Female Sexual Dysfunction – FSD – Viable Treatment Alternatives – Part II

Testosterone with estrogen

Testosterone is a noteworthy hormone that contributes to sexual function. Bilateral oophorectomy lowers the amount of free testosterone by fifty percent and this is strongly linked to reduced sexual function. Dearth of testosterone during menopause could lead to osteoporosis, muscle waste, sapped energy levels, depressive tendencies, lowered libido consequentially leading to FSD.

Regrettably, presently available hormone blood tests are imprecise for testosterone and there is no concurrence regarding what the normal levels of testosterone must be in relation to age. Nonetheless, a testosterone blood level must be conducted before commencing on any testosterone therapy to avert any possibility of inappropriate treatment on those women having normal to high ranging testosterone levels and that ongoing supervision must occur.

Testosterone employed alongside oestrogen has been proven to uplift mood, energy levels, stimulation, sensitivity, arousal and orgasm. Latest studies have demonstrated enhancements in sexual functioning among women with intact ovaries as well as women that have undergone oophorectomy.

The usage of testosterone treatment continues to be a debatable issue and has no registration under FDA for the usage in FSD treatment. The European Regulatory Authority during July 2006 gave approval to the 300micrograms patch for treating hypoactive sexual desire disorder amongst menopausal women having undergone surgeries like bilateral oophorectomy and hysterectomy on concurrent oestrogen.
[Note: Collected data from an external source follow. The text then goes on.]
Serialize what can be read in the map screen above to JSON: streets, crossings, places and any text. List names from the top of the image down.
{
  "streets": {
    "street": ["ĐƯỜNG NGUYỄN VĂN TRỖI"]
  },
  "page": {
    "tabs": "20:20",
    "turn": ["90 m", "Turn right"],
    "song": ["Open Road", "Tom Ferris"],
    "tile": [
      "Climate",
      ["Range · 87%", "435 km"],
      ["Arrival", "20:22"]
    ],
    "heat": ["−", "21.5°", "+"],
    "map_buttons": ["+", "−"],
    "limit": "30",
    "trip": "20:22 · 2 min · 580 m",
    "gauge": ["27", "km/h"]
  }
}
It is advisable that serum testosterone levels must be analysed on a quarterly basis, to retain within physiological levels including SHBG, total testosterone and albumen. The associated side effects comprise of hair growth, alopecia, acne or skin eruptions, hoarsening or deepening of the voice and adverse lipid profile.

The doctor would recommend a re-examination at an interval of six weeks following start of testosterone and then half-yearly interval thereafter. The treatment must be halted if there is no noticeable improvement in sexual function following six months of treatment. There is still dearth of long-standing safety information and the patients must be educated in regards to this and the probable side effects.

Female Sexual Dysfunction - FSD - Viable Treatment Alternatives - Part IIThe role of DHEA or DHEAS

Presently, there is little efficiency or safety information that backs the usage of DHEA or DHEAS for sexual problems.

Testosterone treatment option is availed only when sexual dysfunction does not show improvement with oestrogen treatment. The patient must be adequately counselled regarding its risk elements, side effects and dearth of long-standing data.

The patients must be explained that there is no ‘gold standard treatment’ for sexual problems as they are complex in nature and the drugs might not be as effective as expected.